• **Assigned task**
Repeat every entry word for word. Images do not belong in the copy.

Start of Extracted entries

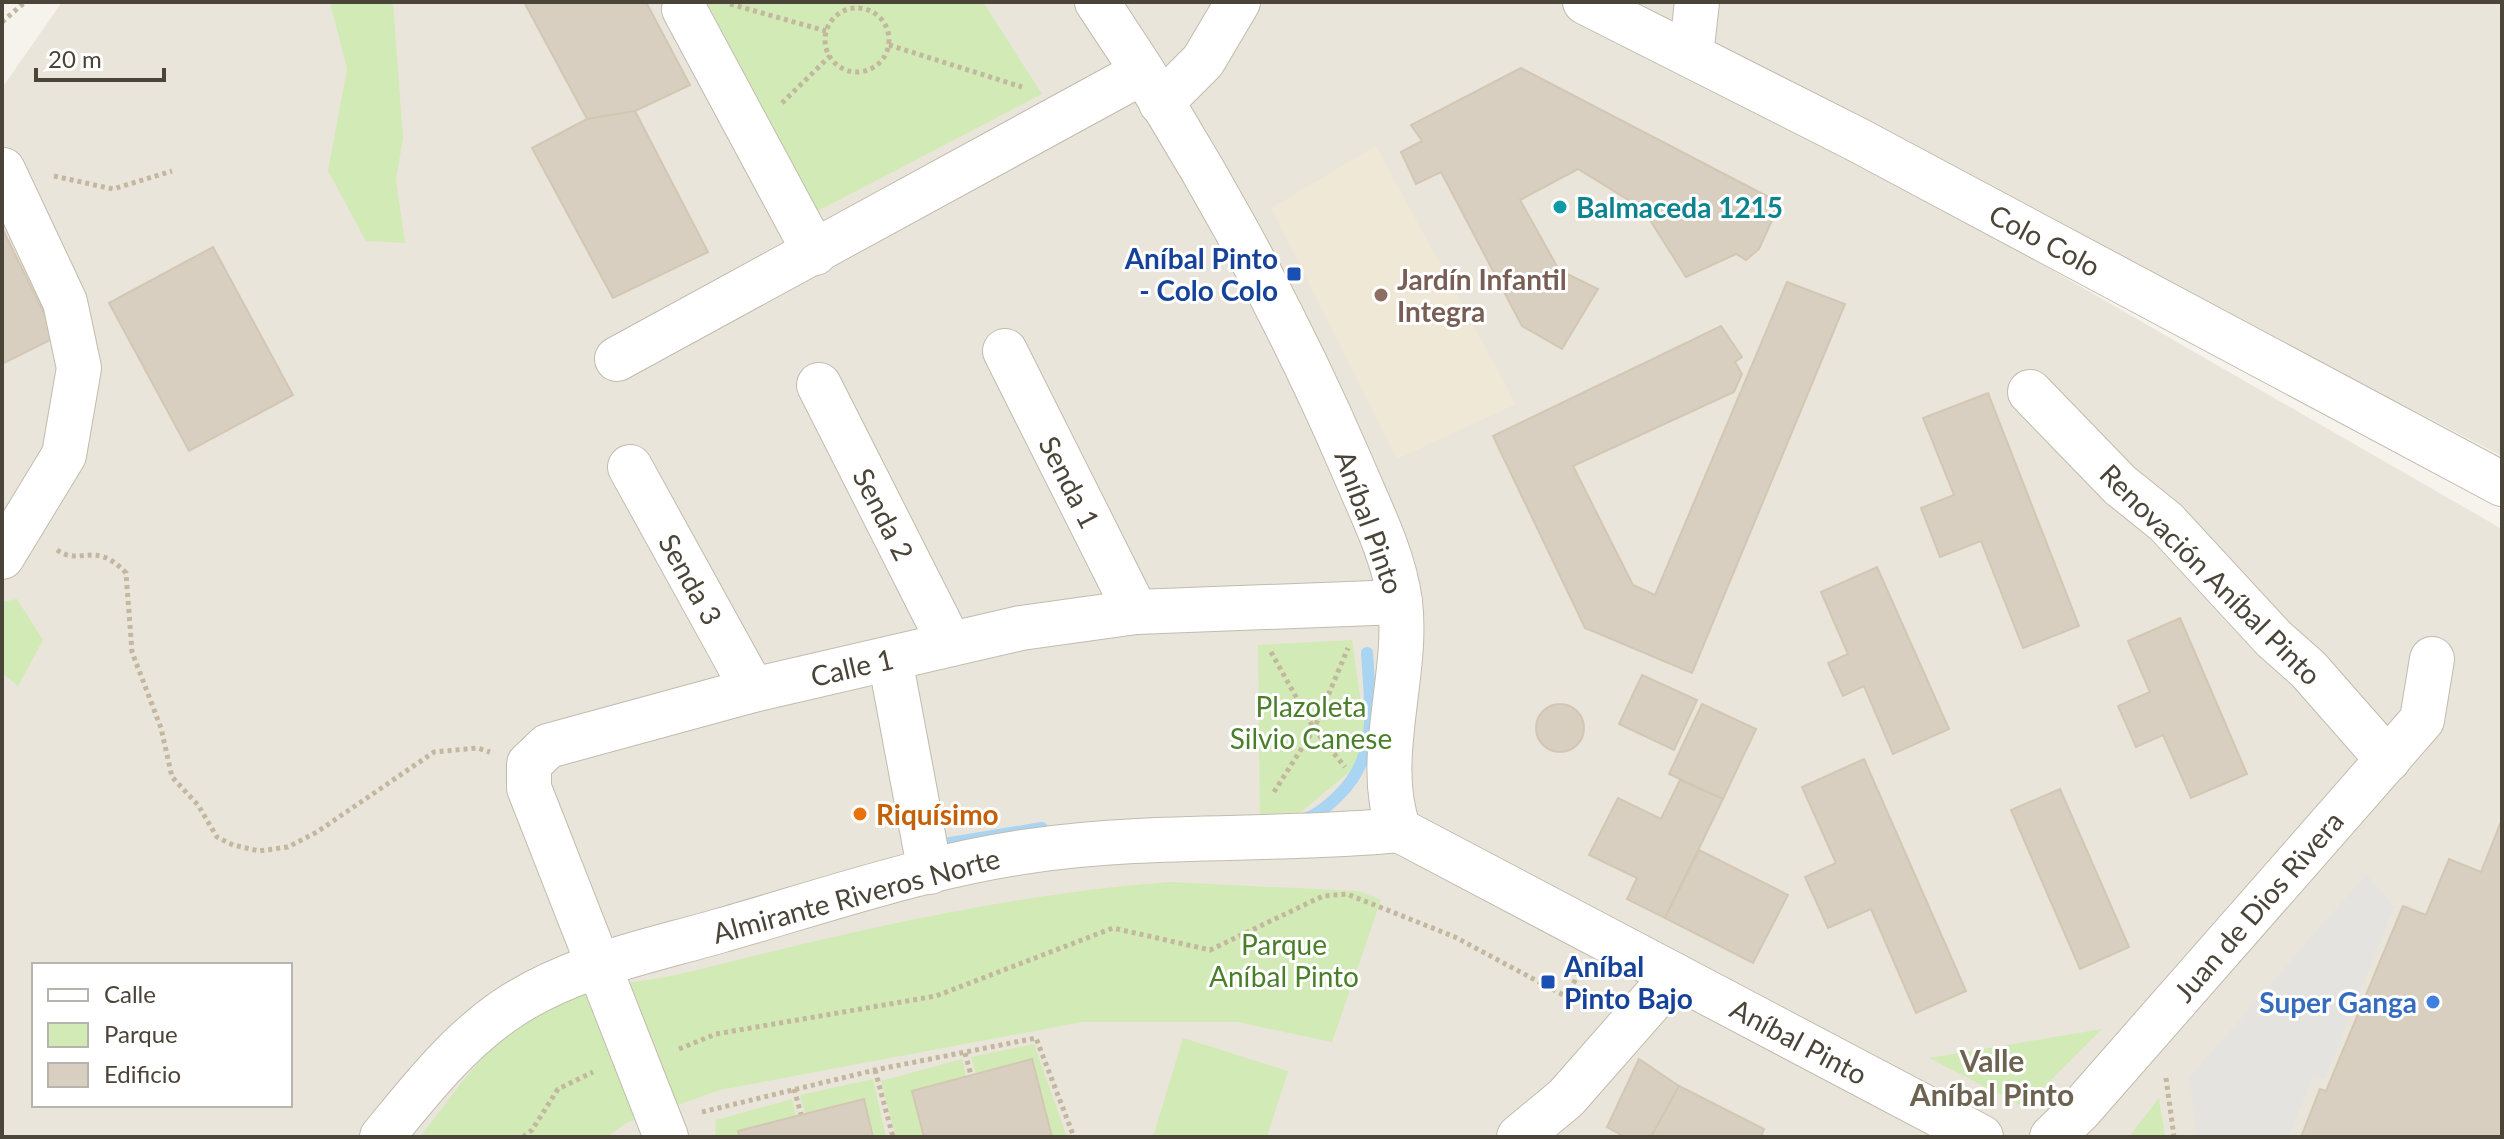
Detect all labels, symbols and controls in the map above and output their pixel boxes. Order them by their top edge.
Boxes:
scale bar [36,32,164,82]
text: 20 m [48,44,102,73]
place label: Balmaceda 1215 [1576,190,1783,224]
street label: Colo Colo [1984,197,2106,283]
marker: Balmaceda 1215 [1551,198,1569,216]
place label: Aníbal Pinto - Colo Colo [1124,241,1278,307]
place label: Jardín Infantil Integra [1397,262,1567,328]
marker: Aníbal Pinto - Colo Colo [1285,265,1303,283]
marker: Jardín Infantil Integra [1372,286,1390,304]
street label: Senda 1 [1032,430,1108,534]
street label: Aníbal Pinto [1328,446,1412,598]
street label: Renovación Aníbal Pinto [2094,457,2328,691]
street label: Senda 2 [846,462,922,566]
street label: Senda 3 [652,528,730,630]
street label: Calle 1 [807,641,897,693]
park label: Plazoleta Silvio Canese [1230,689,1392,755]
place label: Riquísimo [876,797,999,831]
street label: Juan de Dios Rivera [2166,804,2350,1008]
marker: Riquísimo [851,805,869,823]
street label: Almirante Riveros Norte [709,840,1003,950]
park label: Parque Aníbal Pinto [1209,927,1359,993]
place label: Aníbal Pinto Bajo [1563,949,1693,1015]
legend [32,963,292,1107]
marker: Aníbal Pinto Bajo [1539,973,1557,991]
text: Calle [104,979,156,1008]
place label: Super Ganga [2259,985,2417,1019]
street label: Aníbal Pinto [1725,991,1873,1091]
marker: Super Ganga [2424,993,2442,1011]
text: Parque [104,1019,178,1048]
district label: Valle Aníbal Pinto [1909,1042,2074,1112]
text: Edificio [104,1059,181,1088]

End of Extracted entries

• **Solution to this problem**
Detect all labels, symbols and controls in the map above and output their pixel boxes. Order them by their top edge.
Boxes:
scale bar [36,32,164,82]
text: 20 m [48,44,102,73]
place label: Balmaceda 1215 [1576,190,1783,224]
street label: Colo Colo [1984,197,2106,283]
marker: Balmaceda 1215 [1551,198,1569,216]
place label: Aníbal Pinto - Colo Colo [1124,241,1278,307]
place label: Jardín Infantil Integra [1397,262,1567,328]
marker: Aníbal Pinto - Colo Colo [1285,265,1303,283]
marker: Jardín Infantil Integra [1372,286,1390,304]
street label: Senda 1 [1032,430,1108,534]
street label: Aníbal Pinto [1328,446,1412,598]
street label: Renovación Aníbal Pinto [2094,457,2328,691]
street label: Senda 2 [846,462,922,566]
street label: Senda 3 [652,528,730,630]
street label: Calle 1 [807,641,897,693]
park label: Plazoleta Silvio Canese [1230,689,1392,755]
place label: Riquísimo [876,797,999,831]
street label: Juan de Dios Rivera [2166,804,2350,1008]
marker: Riquísimo [851,805,869,823]
street label: Almirante Riveros Norte [709,840,1003,950]
park label: Parque Aníbal Pinto [1209,927,1359,993]
place label: Aníbal Pinto Bajo [1563,949,1693,1015]
legend [32,963,292,1107]
marker: Aníbal Pinto Bajo [1539,973,1557,991]
text: Calle [104,979,156,1008]
place label: Super Ganga [2259,985,2417,1019]
street label: Aníbal Pinto [1725,991,1873,1091]
marker: Super Ganga [2424,993,2442,1011]
text: Parque [104,1019,178,1048]
district label: Valle Aníbal Pinto [1909,1042,2074,1112]
text: Edificio [104,1059,181,1088]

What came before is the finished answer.